Arizona had one of those moments yesterday when news broke that Republican Arizona Corporation Commissioner Bob Burns will investigate an anti-solar advertising blitz financed by Arizona Public Service (APS), our state’s largest electric utility. In a letter to APS, Burns requested previously-withheld details of the company’s exorbitant spending on a campaign to dismantle Arizona’s rooftop solar program, called “net metering”.
Burns is forcing APS to disclose information it had thus-far successfully evaded from leaking to Arizona’s press corps.
“I am concerned that ratepayer money might be funding these campaigns, whether through expenditures that the utilities will seek to recover in future rate cases or through person hours worked by individuals whose salaries are paid by ratepayers,” Burns said in his letter to the utility.

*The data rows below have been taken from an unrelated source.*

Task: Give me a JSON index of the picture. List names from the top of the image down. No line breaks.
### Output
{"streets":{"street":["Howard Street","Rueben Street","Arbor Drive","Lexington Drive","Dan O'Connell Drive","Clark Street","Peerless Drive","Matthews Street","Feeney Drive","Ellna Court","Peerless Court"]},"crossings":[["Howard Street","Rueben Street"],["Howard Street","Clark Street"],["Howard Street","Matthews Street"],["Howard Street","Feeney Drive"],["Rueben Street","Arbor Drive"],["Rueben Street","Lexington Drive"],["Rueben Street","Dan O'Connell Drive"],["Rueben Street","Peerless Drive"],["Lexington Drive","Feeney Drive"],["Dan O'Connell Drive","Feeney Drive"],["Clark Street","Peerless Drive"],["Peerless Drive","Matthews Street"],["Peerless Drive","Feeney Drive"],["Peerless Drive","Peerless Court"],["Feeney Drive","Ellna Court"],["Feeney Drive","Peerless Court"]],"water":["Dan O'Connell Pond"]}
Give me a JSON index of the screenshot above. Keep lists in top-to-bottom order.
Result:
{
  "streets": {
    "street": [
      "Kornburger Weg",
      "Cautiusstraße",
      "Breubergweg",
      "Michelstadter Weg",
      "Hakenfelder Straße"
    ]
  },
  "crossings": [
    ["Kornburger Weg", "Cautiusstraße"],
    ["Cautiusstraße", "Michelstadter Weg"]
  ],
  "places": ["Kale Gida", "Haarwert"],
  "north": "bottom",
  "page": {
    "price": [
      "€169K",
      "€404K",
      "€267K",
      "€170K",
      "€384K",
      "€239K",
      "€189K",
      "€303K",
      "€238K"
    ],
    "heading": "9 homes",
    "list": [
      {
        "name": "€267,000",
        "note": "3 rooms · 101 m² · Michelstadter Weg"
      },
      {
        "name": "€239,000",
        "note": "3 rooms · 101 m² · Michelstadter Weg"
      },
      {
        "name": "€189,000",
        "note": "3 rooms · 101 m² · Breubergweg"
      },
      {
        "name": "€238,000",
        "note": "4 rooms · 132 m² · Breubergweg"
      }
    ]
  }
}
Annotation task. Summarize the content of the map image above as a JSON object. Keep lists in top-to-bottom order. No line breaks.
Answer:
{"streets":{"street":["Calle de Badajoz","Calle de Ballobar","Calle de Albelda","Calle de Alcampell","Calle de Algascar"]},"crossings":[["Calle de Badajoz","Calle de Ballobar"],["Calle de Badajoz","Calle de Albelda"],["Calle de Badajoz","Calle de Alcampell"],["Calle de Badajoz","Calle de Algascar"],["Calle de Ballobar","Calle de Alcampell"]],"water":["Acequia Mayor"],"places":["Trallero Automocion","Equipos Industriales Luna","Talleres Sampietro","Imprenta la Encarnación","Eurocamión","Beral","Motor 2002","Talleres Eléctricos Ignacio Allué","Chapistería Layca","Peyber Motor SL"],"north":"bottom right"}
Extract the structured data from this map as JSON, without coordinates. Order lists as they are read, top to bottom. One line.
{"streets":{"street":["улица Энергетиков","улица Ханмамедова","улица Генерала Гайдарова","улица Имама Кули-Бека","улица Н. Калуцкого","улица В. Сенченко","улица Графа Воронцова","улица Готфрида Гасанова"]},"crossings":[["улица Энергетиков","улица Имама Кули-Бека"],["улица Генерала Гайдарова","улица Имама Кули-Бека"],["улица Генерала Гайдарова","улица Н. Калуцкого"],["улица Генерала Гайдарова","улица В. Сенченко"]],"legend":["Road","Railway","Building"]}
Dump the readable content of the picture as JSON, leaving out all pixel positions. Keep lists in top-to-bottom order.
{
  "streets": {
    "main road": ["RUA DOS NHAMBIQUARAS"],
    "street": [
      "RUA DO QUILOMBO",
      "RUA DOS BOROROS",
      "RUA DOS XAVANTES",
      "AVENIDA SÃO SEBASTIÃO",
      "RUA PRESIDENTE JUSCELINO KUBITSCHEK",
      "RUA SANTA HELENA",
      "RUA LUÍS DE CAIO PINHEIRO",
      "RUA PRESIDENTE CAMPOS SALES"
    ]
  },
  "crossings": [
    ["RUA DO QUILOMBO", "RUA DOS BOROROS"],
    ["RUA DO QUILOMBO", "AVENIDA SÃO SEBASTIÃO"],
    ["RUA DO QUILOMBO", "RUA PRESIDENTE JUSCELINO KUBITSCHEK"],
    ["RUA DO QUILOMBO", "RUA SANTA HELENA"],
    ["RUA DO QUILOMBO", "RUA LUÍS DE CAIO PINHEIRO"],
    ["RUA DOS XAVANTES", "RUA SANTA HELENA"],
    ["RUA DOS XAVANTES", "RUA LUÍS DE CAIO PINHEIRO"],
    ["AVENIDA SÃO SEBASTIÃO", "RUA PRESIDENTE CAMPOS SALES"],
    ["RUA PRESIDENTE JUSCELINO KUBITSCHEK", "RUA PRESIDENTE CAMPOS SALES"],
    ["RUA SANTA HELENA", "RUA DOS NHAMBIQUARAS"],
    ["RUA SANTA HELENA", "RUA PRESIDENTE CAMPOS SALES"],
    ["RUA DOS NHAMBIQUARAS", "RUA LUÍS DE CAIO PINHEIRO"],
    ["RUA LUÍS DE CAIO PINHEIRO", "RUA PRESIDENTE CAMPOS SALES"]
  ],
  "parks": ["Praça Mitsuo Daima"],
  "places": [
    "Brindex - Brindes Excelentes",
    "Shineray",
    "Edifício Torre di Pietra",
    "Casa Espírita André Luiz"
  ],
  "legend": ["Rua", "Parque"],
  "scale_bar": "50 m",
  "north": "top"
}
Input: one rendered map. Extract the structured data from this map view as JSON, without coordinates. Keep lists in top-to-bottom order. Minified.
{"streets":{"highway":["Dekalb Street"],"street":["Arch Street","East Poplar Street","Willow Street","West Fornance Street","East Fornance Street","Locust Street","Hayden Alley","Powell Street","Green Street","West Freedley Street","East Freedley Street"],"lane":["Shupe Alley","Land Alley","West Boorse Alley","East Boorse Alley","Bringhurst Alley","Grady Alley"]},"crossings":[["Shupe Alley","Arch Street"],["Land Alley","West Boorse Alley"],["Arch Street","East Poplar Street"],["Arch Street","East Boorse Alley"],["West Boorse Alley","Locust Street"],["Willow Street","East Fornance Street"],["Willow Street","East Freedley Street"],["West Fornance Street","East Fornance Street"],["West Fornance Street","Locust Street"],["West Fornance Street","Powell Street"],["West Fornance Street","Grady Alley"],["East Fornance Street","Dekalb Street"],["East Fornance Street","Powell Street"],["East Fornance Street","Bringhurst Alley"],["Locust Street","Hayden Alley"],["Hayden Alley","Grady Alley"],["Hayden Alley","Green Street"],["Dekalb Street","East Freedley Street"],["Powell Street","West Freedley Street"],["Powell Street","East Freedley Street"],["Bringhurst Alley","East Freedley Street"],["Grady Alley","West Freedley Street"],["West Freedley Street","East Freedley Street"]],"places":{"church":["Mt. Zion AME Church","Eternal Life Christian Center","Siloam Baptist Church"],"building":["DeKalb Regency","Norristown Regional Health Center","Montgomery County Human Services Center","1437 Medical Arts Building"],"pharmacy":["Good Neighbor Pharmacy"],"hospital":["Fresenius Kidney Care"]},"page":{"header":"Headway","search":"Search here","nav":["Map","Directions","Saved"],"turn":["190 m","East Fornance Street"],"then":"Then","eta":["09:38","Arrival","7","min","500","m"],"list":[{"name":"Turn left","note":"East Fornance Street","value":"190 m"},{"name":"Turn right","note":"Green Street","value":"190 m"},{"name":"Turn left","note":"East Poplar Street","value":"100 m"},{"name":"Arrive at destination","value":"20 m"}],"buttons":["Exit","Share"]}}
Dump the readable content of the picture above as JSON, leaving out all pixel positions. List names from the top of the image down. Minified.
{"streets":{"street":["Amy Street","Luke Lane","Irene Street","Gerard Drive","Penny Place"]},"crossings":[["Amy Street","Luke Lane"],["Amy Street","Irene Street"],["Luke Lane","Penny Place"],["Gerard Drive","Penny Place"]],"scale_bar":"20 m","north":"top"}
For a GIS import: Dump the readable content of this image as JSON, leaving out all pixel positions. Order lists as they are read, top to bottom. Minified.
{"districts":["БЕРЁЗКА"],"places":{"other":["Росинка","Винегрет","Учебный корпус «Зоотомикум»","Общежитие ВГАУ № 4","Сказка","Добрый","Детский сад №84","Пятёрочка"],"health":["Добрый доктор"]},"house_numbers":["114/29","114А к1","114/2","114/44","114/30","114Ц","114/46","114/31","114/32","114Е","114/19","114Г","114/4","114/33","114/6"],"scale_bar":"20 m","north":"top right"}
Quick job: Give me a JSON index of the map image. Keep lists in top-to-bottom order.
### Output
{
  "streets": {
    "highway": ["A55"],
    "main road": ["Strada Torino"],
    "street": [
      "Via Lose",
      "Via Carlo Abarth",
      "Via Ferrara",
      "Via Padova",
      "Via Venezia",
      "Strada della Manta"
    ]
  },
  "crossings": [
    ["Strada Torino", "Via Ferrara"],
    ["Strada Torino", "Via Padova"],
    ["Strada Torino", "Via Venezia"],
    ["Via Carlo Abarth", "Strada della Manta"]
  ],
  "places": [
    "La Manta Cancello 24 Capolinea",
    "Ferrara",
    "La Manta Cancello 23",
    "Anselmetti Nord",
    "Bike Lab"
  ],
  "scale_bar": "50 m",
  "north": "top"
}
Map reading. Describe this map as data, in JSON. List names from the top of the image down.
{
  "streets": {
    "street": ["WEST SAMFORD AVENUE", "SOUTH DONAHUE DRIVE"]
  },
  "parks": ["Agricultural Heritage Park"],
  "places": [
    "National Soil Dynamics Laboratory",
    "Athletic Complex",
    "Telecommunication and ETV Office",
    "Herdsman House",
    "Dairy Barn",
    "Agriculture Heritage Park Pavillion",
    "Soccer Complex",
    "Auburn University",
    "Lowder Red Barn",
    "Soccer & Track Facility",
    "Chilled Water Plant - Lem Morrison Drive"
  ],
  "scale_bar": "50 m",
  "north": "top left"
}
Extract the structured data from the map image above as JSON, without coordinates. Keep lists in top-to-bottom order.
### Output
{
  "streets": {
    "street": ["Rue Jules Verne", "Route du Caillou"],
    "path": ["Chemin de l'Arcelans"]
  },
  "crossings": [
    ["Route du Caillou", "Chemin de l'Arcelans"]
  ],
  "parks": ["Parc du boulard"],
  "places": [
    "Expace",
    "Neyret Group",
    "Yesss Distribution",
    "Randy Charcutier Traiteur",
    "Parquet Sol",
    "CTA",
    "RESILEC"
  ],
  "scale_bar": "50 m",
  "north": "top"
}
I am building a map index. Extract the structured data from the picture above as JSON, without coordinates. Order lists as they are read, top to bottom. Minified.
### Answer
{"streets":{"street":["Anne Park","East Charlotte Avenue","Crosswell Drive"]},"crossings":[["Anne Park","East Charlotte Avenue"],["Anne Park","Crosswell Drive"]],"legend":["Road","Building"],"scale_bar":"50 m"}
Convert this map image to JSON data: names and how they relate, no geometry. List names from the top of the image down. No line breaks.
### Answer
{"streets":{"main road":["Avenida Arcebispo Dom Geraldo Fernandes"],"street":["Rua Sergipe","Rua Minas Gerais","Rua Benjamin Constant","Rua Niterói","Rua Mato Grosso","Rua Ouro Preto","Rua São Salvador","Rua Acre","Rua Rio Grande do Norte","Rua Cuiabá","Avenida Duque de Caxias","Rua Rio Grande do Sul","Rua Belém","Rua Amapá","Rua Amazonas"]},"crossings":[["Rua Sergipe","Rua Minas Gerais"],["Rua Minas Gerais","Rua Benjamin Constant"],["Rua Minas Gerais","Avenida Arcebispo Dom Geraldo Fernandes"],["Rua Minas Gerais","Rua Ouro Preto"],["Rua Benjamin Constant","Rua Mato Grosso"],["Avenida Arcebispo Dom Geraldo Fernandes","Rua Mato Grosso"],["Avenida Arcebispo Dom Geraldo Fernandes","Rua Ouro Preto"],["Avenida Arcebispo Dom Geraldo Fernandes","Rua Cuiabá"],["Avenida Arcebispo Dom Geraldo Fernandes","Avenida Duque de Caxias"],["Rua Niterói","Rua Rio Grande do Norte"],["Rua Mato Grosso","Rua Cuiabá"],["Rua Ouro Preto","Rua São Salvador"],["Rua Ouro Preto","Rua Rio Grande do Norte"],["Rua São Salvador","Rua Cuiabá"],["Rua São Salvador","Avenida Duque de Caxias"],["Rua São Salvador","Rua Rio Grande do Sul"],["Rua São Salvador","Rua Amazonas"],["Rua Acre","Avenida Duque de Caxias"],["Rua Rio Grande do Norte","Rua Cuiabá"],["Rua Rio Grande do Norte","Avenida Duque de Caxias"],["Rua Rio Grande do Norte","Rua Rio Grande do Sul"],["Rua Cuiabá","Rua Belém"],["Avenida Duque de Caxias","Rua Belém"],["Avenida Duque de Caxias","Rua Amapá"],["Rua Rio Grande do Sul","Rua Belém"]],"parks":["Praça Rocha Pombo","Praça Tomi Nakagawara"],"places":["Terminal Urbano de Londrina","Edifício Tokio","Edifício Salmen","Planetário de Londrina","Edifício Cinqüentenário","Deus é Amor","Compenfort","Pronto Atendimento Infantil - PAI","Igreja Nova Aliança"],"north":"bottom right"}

As a government-supported monopoly utility, APS enjoys a “captured” customer base. Those who live in APS territory are required to send their monthly utility check to APS. This grants the utility an excessive level of power and influence – which we now know it enjoys wielding as it sees fit. Article 15 of Arizona’s constitution created the Arizona Corporation Commission (ACC) as the regulatory body that would keep the state’s utilities in-check, ensuring they could not “milk” ratepayers unnecessarily.
The findings of Burns’ investigation may uncover just how far the ACC has allowed APS to stray.
In October, the Arizona Republic uncovered a proposal presented to APS by Lincoln Strategy Group that involved the utility funding two fake-grassroots campaigns that would create conditions in which the structure of the Commission would change – to the utility’s benefit. APS submitted a request for the proposal, according to Nathan Sproul, owner of Lincoln Strategy Group.
Although the plan was never executed, the two employees of Lincoln Strategy Group who put the proposal together were subsequently hired by APS, and APS’s active funding of “dark-money” anti-solar groups “Prosper” and “60-Plus Association” is similar in nature to Lincoln Strategy Group’s proposal.
These revelations, along with APS’s unrelenting marketing budget, its far-reaching influence via generous donations to everything from Chamber of Commerce groups to mom-and-pop charities, its aggressive lobbying presence at the state legislature and elsewhere, and the key role it plays in campaign contributions, leave this Arizonan wondering why our state’s largest electric utility can’t just do what it’s meant to do. Deliver electricity to customers.
A novel idea, I know. But apparently not to Commissioner Bob Burns.
Burns and his colleagues should take the next step and start trimming the fat at a bloated utility that has clearly lost its fiscal compass. I hope they do so well before APS comes before the Commission requesting its next rate increase from customers.